■ **What you need to do**:
Which lines of the entries below contain the string "Apartment"? Copy each one.

■ **Supplied data**:

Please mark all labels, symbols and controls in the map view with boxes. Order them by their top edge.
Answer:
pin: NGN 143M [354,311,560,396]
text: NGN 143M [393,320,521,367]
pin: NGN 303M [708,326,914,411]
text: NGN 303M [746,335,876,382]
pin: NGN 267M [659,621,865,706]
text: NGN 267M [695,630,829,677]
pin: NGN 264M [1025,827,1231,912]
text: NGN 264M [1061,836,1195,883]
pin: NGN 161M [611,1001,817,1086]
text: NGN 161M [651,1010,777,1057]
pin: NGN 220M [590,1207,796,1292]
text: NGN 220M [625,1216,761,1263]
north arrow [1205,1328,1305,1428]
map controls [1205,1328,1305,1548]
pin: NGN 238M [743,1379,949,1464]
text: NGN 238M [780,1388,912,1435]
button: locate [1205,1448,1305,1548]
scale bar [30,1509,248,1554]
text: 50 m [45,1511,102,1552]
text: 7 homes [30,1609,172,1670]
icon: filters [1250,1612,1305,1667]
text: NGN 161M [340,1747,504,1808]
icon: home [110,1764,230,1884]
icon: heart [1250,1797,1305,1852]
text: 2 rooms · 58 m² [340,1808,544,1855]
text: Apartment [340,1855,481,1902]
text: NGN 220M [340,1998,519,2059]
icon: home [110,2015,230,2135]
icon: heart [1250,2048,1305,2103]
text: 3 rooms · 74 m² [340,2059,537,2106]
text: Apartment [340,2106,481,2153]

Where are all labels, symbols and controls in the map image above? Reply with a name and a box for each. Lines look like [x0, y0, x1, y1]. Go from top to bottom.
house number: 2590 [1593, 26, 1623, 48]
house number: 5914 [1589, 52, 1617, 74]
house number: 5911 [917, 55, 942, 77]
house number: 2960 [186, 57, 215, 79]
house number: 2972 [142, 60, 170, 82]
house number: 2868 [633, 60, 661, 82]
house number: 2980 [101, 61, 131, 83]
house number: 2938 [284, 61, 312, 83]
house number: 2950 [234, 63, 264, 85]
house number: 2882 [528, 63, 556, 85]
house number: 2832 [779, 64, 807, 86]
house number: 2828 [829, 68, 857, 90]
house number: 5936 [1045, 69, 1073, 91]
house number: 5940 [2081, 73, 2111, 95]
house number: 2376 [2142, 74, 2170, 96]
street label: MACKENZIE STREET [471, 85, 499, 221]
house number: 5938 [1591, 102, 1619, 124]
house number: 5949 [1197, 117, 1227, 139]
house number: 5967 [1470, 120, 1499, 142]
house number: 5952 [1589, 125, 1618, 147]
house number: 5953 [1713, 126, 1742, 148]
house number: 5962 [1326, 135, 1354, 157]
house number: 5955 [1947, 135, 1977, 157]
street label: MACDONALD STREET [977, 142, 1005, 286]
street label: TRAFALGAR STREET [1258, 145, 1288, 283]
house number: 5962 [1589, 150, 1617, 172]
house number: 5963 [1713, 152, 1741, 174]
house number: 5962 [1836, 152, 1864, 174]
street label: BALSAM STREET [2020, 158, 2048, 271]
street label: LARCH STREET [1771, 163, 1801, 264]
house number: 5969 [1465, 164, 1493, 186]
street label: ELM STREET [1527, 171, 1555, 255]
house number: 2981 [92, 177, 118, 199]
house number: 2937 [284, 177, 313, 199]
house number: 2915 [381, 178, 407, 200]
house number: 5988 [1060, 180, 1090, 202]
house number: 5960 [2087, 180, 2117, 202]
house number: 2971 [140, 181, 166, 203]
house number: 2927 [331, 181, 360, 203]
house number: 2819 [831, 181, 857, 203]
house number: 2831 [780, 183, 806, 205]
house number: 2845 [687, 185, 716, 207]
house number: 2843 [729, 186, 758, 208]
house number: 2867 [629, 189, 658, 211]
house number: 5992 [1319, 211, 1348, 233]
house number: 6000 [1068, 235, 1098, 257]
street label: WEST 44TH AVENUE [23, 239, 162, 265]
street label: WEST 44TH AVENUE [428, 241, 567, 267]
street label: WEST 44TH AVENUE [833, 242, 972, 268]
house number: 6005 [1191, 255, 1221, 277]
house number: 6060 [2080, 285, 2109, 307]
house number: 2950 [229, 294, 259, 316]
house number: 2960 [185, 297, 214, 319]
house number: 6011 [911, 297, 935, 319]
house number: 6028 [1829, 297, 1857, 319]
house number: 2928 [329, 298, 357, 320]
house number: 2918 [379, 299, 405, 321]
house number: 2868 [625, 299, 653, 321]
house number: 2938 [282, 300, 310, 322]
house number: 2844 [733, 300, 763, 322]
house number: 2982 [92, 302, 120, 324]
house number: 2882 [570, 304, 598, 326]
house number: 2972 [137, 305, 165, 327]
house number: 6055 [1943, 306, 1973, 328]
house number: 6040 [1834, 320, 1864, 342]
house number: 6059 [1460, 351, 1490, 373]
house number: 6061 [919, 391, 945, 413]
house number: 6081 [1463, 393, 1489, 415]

■ **Solution for this exercise**:
text: Apartment [340,1855,481,1902]
text: Apartment [340,2106,481,2153]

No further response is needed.